Si le fil est destiné à être fermé dans cinq jours, cela me donne le temps de préciser ma pensée, quitte à me répéter. (se répéter dans un forum, c'est assez justifié car tout le monde ne peut pas tout lire).
Les œuvres historiques (La guerre et la paix, Macbeth, Dialogues des Carmélites, Le pré aux clercs, Boris Godounov, la Khovantchina, Anna Bolena, Maria Stuart, le Roi Roger, Adriane Lecouvreur Don Carlos etc dans lesquelles sont représentés des personnages ayant réellement vécu dans le passé) ne se prêtent absolument pas à des transpositions temporelles, qui d'ailleurs sont rares. Si vous les transposez à une autre époque par exemple la nôtre, c'est un coup de force majeur qui a pour effet de vider complètement l'oeuvre de son sens, et c'est une catastrophe. Le moindre inconvénient est qu'il y a désaccord entre ce que vous voyez sur la scène et ce que dit le texte, qui n'a pas été changé. Vous ne pouvez qu'aboutir à des absurdités et à des impasses. Par exemple les vêtements de la foule dans les dernières scènes de Don Carlos que signalait Paco.

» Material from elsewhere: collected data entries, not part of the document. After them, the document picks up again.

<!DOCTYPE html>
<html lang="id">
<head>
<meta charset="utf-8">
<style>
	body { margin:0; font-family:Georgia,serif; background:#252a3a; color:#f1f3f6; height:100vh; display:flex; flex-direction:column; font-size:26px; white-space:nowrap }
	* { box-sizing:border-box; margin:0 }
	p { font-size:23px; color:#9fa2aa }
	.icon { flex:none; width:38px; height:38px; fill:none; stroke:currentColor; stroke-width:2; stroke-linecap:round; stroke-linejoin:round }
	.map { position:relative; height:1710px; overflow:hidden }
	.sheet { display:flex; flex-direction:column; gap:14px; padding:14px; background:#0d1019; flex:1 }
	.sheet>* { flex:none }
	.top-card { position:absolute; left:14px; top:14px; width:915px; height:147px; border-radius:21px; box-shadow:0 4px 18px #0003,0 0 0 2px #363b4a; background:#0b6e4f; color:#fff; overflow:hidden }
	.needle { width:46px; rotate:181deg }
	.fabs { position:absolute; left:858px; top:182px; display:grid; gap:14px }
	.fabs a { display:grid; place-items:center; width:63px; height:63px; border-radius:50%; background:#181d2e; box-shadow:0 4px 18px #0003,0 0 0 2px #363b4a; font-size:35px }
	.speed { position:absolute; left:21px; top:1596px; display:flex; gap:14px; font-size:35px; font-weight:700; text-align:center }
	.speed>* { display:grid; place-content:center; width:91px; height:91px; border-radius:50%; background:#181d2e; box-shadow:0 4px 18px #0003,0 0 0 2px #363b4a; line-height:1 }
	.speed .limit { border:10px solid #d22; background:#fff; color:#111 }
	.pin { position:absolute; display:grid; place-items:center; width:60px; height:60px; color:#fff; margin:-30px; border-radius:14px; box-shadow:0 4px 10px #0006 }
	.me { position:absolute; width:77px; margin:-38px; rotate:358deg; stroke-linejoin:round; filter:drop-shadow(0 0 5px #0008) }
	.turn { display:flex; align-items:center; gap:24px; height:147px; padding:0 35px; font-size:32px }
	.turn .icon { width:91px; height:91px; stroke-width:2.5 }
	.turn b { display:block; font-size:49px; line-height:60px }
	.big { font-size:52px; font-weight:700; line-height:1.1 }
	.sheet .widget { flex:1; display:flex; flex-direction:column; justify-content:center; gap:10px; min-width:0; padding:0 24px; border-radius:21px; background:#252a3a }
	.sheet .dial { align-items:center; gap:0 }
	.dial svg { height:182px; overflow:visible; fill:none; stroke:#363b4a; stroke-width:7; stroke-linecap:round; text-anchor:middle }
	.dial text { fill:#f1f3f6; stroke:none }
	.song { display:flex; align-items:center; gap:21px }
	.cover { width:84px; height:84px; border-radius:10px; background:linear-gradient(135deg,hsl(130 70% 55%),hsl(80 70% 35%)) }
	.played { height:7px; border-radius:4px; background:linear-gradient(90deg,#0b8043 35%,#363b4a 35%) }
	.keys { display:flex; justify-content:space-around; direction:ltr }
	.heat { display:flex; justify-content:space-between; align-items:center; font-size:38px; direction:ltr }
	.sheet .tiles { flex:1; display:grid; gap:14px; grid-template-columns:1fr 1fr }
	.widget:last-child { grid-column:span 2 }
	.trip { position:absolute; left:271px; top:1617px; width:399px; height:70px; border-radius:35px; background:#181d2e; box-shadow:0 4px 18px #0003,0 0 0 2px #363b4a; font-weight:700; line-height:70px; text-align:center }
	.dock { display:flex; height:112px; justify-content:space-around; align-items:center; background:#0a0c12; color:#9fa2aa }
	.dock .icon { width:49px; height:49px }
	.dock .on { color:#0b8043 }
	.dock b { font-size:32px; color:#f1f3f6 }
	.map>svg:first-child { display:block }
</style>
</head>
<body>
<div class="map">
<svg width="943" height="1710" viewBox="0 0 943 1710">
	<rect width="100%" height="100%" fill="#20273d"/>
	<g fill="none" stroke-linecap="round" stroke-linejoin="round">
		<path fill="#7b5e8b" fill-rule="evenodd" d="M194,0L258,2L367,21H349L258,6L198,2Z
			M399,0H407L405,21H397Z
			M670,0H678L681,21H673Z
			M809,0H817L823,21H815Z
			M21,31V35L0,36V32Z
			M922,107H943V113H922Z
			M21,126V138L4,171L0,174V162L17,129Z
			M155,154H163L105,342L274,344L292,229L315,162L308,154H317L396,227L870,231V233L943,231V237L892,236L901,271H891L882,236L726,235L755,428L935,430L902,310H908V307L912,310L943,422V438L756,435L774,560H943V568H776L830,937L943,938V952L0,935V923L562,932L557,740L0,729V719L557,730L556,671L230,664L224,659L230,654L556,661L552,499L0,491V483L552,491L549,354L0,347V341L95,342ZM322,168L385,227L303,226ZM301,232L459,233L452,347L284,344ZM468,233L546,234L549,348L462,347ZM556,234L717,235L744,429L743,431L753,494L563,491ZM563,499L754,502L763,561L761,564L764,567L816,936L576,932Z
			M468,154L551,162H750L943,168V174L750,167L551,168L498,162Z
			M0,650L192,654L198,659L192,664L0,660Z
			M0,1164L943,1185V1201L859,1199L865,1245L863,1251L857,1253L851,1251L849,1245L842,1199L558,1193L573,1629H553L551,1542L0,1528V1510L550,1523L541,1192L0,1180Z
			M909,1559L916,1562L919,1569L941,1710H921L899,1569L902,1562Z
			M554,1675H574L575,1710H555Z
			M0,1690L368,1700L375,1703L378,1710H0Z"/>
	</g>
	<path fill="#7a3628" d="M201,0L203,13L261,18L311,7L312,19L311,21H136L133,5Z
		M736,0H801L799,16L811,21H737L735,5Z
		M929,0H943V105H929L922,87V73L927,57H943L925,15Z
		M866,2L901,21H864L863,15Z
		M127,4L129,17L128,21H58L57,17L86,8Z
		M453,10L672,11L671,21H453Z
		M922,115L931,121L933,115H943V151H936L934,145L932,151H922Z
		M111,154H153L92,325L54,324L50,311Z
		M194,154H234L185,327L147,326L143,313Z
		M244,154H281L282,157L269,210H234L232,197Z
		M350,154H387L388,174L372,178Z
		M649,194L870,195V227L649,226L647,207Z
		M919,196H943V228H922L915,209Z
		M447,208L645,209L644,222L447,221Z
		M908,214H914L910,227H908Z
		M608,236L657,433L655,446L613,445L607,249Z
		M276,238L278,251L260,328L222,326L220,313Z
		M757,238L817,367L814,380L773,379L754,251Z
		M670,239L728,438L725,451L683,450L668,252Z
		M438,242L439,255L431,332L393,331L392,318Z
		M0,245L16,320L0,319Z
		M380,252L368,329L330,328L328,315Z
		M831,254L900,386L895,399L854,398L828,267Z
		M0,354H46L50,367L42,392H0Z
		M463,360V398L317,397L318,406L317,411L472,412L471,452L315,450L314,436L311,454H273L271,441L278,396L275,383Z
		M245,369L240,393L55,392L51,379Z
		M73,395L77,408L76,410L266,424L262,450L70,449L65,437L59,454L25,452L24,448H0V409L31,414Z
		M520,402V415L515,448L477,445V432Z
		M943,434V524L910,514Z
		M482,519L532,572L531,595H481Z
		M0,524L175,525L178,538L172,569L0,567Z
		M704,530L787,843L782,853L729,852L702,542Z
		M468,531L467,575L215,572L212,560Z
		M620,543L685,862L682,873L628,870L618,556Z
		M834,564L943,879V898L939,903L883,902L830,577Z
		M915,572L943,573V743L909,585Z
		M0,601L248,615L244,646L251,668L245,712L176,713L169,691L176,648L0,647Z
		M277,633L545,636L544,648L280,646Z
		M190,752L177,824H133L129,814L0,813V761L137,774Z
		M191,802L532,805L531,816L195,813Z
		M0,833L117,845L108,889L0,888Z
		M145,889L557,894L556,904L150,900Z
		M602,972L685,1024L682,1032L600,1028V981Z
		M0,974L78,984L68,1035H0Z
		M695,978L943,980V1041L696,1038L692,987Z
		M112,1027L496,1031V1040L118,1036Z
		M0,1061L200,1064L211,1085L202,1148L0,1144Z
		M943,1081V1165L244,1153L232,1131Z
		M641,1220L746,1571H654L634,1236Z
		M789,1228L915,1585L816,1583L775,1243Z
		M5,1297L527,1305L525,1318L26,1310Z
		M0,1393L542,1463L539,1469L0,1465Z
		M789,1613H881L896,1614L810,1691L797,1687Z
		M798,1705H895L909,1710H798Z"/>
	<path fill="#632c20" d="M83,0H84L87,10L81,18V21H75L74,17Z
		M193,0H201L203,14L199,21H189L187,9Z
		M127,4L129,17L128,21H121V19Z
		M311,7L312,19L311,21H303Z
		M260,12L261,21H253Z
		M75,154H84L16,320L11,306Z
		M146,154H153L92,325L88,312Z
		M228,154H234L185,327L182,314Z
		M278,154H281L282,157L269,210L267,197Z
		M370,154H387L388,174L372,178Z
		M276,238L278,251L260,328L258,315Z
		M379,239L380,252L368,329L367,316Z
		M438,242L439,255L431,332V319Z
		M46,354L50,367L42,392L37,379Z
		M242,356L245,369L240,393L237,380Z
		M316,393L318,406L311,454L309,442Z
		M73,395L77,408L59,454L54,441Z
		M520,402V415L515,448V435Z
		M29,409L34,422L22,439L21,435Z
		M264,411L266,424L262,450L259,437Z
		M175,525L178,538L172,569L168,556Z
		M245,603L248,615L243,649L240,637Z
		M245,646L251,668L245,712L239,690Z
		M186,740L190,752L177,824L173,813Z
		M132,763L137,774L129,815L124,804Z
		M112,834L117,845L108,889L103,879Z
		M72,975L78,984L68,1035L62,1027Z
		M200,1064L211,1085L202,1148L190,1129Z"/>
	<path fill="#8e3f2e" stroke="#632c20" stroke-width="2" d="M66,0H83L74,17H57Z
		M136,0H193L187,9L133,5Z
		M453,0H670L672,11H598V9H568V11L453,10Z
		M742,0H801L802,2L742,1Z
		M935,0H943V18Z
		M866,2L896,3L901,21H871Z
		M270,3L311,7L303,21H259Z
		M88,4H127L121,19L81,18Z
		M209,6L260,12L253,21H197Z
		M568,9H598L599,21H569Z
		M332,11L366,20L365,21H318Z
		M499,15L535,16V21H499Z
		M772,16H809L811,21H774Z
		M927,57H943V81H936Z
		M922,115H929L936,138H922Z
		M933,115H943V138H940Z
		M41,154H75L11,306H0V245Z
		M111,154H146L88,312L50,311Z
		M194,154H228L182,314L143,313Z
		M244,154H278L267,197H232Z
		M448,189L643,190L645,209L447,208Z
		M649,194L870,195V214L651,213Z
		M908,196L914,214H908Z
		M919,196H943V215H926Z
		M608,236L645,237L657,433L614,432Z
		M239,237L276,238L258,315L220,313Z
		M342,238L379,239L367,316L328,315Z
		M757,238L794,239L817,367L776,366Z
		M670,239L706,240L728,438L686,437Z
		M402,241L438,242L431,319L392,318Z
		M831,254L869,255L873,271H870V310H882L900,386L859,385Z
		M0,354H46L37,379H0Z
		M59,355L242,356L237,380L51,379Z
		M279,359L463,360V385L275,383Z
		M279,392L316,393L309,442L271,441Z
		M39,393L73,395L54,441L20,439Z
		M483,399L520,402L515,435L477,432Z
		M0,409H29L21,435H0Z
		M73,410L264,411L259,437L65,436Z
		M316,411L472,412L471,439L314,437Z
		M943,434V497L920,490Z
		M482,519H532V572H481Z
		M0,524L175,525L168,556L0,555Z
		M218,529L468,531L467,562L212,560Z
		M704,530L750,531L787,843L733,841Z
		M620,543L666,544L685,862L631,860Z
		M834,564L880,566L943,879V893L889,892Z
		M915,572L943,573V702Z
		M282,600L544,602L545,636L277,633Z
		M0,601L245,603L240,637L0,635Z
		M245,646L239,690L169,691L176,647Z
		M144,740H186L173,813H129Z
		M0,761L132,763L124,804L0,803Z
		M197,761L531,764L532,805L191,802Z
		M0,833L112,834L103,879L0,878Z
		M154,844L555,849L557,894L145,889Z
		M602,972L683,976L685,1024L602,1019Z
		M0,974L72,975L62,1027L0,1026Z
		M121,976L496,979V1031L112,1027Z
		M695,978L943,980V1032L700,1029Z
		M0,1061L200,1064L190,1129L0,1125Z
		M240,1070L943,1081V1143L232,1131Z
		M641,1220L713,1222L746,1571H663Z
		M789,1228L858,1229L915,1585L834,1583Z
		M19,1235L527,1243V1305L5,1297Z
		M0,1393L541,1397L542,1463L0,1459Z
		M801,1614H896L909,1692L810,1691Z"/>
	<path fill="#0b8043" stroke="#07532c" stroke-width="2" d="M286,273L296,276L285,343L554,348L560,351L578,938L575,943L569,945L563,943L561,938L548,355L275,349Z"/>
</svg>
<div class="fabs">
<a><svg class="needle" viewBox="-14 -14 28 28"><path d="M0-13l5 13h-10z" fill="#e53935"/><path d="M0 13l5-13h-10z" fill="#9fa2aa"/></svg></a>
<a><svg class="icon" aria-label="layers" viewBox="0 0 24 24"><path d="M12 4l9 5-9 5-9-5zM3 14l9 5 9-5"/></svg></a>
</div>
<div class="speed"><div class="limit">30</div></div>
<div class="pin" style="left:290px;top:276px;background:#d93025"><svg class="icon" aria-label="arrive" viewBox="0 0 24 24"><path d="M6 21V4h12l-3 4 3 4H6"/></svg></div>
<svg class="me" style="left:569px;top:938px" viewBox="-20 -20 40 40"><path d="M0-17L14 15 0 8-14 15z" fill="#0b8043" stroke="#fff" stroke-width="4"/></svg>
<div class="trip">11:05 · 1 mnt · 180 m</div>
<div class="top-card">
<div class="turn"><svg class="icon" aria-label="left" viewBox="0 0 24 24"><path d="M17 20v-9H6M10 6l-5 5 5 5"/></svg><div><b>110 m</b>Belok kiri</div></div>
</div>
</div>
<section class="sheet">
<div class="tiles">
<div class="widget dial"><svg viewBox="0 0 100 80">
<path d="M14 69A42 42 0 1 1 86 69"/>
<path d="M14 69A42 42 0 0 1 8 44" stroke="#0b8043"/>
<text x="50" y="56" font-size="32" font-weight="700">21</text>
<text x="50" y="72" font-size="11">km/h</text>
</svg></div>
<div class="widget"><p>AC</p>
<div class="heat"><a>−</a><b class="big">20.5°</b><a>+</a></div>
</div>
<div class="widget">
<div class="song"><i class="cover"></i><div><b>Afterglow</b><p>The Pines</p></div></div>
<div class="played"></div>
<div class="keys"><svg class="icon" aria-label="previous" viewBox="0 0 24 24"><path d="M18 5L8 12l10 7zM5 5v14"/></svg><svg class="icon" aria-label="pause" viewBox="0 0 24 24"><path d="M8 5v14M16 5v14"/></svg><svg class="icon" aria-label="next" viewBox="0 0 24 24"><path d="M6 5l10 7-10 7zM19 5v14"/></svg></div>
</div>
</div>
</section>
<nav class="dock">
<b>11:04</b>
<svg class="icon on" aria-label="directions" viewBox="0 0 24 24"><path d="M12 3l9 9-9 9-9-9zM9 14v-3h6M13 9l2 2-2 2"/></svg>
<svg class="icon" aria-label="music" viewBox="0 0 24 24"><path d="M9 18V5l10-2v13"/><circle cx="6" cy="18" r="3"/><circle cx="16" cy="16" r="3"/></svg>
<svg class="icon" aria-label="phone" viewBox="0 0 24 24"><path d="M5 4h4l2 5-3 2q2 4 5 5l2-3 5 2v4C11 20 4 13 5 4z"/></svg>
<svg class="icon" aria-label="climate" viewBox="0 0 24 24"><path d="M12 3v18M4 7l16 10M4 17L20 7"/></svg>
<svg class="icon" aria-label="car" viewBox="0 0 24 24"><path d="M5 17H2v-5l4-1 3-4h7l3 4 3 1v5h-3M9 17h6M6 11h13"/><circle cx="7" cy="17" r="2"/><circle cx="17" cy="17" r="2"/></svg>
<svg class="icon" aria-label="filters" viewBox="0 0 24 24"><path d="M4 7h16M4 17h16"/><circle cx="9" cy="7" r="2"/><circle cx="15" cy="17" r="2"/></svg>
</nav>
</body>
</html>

Il est en à peu près de même des opéras qui ne sont pas basés sur des récits historiques, mais dans des contextes culturels et religieux du passé, et là, les transpositions à une autre époque sont également très nuisibles. Par exemple Lohengrin. Que peut signifier une histoire d'ordalie au XIXe siècle ? Mais il y a des contre-exemples, transposer les Maîtres Chanteurs au XIXe siècle n'est pas génant car au XIXe siècle, il y avait, peut-être, encore des corporations de chanteurs. Enfin, c'est pas sûr.
J'estime que quand un opéra a un sujet majeur, le metteur en scène ne doit pas passer à côté de ce sujet, et s'en faire une gloire. Je trouve très fâcheux qu'une œuvre historique, basée sur un drame historique soit traitée en négligeant cette dimension, et en s'arrangeant pour qu'elle soit incompréhensible. C'est quand même assez paradoxal, D'un côté, on dépolitise ce qui est éminemment politique, cf Don Carlos, de l'autre on politise à tour de bras, Olivier Py avait politisé Aîda, il avait également mais c'était plus légitime politisé Mathis le peintre la scène était envahie de drapeaux rouges et de gabardines très évocatrices. Coline Serreau avait fait, comble d'absurdité une Chauve souris où apparaissaient des pyjamas rayés établissant une équivalence entre une mauvaise plaisanterie et les persécutions anti-sémites. Jadis, Jean-Louis Martinoty mettait ostensiblement l'Humanité dans la poche de Luigi, dans sa mise en scène de Il tabarro, mais c'était il y a longtemps.,
Les grandes belles œuvres inscrites au répertoires que nous admirons tant sont admirables par leur simplicité. C'est ce qui fait qu'elle sont accessibles au grand public. Ces œuvres se suffisent largement à elles-mêmes. C'est pourquoi elles n'ont pas besoin d'être parasitées par de petites idées bizarres, incongrues, arbitraires, quelque peu ésotériques, des références cinématographiques que ne saisiront qu'une toute petite élite versée dans la cinéphilie .
Je trouve absurde de chercher à mélanger des genres différents, le grand drame romantique et un genre cinématographique du siècle passé qui n'a vraiment rien à voir, et je me demande ce que ça peut donner de bon sinon quelque chose de bizarre et de peu convaincant qu'on aura vite fait d'oublier. J'y vois un petit jeu d'intellectuel dans lequel l'art ne trouve pas son compte.
Je me plains de toutes ces mises en scène qui nous ont été présentées ces derniers temps, qui sont peu lisibles, dénuées de la plus élémentaire beauté plastique, qui écrasent complètement les contextes historiques en opèrant des transpositions temporelles intempestives, comme le signalait très justement Patricenord que je rejoins tout à fait.